A proposed amendment to the state constitution stumbled in the Tennessee Senate Monday night as several lawyers said they didn’t like the idea of an elected attorney general.
The constitutional amendment would have voters elect the Tennessee Attorney General. Currently the state Supreme Court hires the state’s top lawyer.
Republican Dewayne Bunch of Cleveland says that made sense when the justices themselves were elected. But now they are appointed by the governor. Without elected judges, Bunch says the attorney general isn’t accountable.

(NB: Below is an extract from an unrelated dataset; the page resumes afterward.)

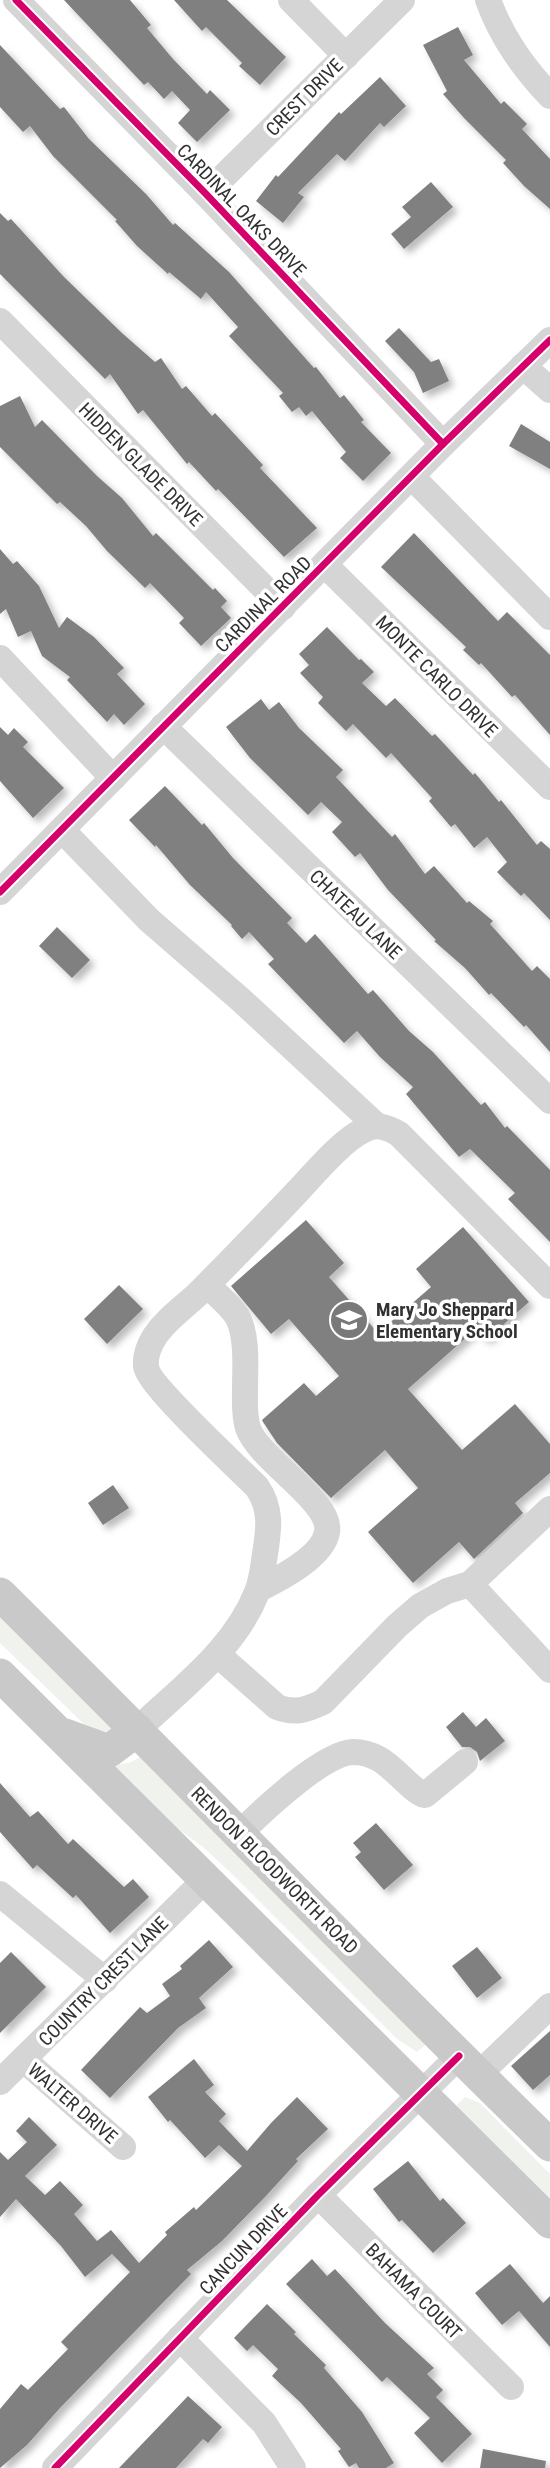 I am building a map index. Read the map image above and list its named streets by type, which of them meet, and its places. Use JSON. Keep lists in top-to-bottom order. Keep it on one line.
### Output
{"streets":{"main road":["RENDON BLOODWORTH ROAD"],"street":["CREST DRIVE","CARDINAL OAKS DRIVE","HIDDEN GLADE DRIVE","CARDINAL ROAD","MONTE CARLO DRIVE","CHATEAU LANE","COUNTRY CREST LANE","WALTER DRIVE","CANCUN DRIVE","BAHAMA COURT"]},"crossings":[["CREST DRIVE","CARDINAL OAKS DRIVE"],["CARDINAL OAKS DRIVE","CARDINAL ROAD"],["HIDDEN GLADE DRIVE","CARDINAL ROAD"],["CARDINAL ROAD","MONTE CARLO DRIVE"],["CARDINAL ROAD","CHATEAU LANE"],["RENDON BLOODWORTH ROAD","CANCUN DRIVE"],["COUNTRY CREST LANE","WALTER DRIVE"],["CANCUN DRIVE","BAHAMA COURT"]],"places":{"school or university":["Mary Jo Sheppard Elementary School"]}}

“That has been taken from us. The citizens now have no accountability for the Supreme Court, and thus there is no accountability for the attorney general.”
But another Republican Senator, Doug Overbey of Maryville, joined a handful of Democrats to oppose the amendment.
“We may be the only state in the Union that does it this way. We may be the only state in the Union that does it right.”
Overbey says the idea of an attorney general raising campaign funds and canvassing the state for votes “concerns” him. Overbey says he’d rather the Attorney General concentrate on the job.
With a mini-rebellion stirring against the measure and two Republican senators absent, Mount Juliet Republican Mae Beavers called time out and put off her proposal to Thursday.
Constitutional amendments must pass two successive state legislatures, and then be approved by a popular referendum on a gubernatorial ballot. So this proposed amendment couldn’t go on the ballot until November 2014.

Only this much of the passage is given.